Конюхов в основном верно передает содержание доклада наркома обороны. Вот только относительно записки комдива Д.А. Шмидта он ошибается – о ней Ворошилов говорил тремя месяцами раньше, на пленуме ЦК ВКП(б): «Вот другой тип – Шмидт Дмитрий; этот уже в «генеральском чине», комдив. Он тоже написал мне и тоже апеллирует к моим чувствам. Вот его письмо.

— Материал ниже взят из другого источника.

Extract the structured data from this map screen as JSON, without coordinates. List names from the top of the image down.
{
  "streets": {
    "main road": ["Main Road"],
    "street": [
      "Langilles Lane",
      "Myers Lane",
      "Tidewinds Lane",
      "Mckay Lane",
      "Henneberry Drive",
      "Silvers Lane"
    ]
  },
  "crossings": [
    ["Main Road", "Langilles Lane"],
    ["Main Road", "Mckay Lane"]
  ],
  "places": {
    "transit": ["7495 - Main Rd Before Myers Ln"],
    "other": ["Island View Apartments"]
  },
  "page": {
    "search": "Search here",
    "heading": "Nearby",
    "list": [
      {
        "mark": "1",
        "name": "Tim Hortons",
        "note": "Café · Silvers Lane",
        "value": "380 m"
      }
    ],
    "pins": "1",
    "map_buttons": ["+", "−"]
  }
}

«Дорогой Климентий Ефремович! Меня арестовали и предъявили чудовищные обвинения, якобы я троцкист. Я клянусь Вам всем для меня дорогим – партий, Красной Армией, что я ни на одну миллионную не имею вины, что всей своей кровью, всеми мыслями принадлежу и отдан только делу партии, делу Сталина. Разберитесь, мой родной, сохраните меня для будущих тяжелых боев под Вашим начальством».
Как видите, в этом, хотя и кратком письме, но сказано все, ничего не упущено. Предатель Шмидт с достойной двурушника циничностью даже заботится о том, чтобы я был его начальником «в будущих тяжелых боях». А через месяц этот наглец, будучи уличен фактами, сознался во всех своих подлых делах, рассказал во всех подробностях о своей бандитской и контрреволюционной работе…»[13]
Напрасно стучался Дмитрий Шмидт в двери сердца Клима Ворошилова, отчаянно надеясь найти там ответный отклик. Тщетны были его усилия доказать свою непричастность к преступлениям, инкриминируемым ему. Не пошел ему навстречу Ворошилов, как не пошел и Сталин, к которому, как к последней инстанции, обратился Шмидт с таким вот заявлением:
«Все обвинения – миф, показания мои – ложь на 100%. Почему я давал показания, к этому мало ли причин… Я у Вас прошу не милости. После моего разговора с Вами совершить какое-нибудь преступление перед партией, это было бы в меньшей мере вероломство… Пишу я Вам, зная, что Вы можете все проверить… Дорогой Сталин! Самое основное, что я ни в чем не виновен… Честному человеку, бойцу и революционеру не место в тюрьме…»[14]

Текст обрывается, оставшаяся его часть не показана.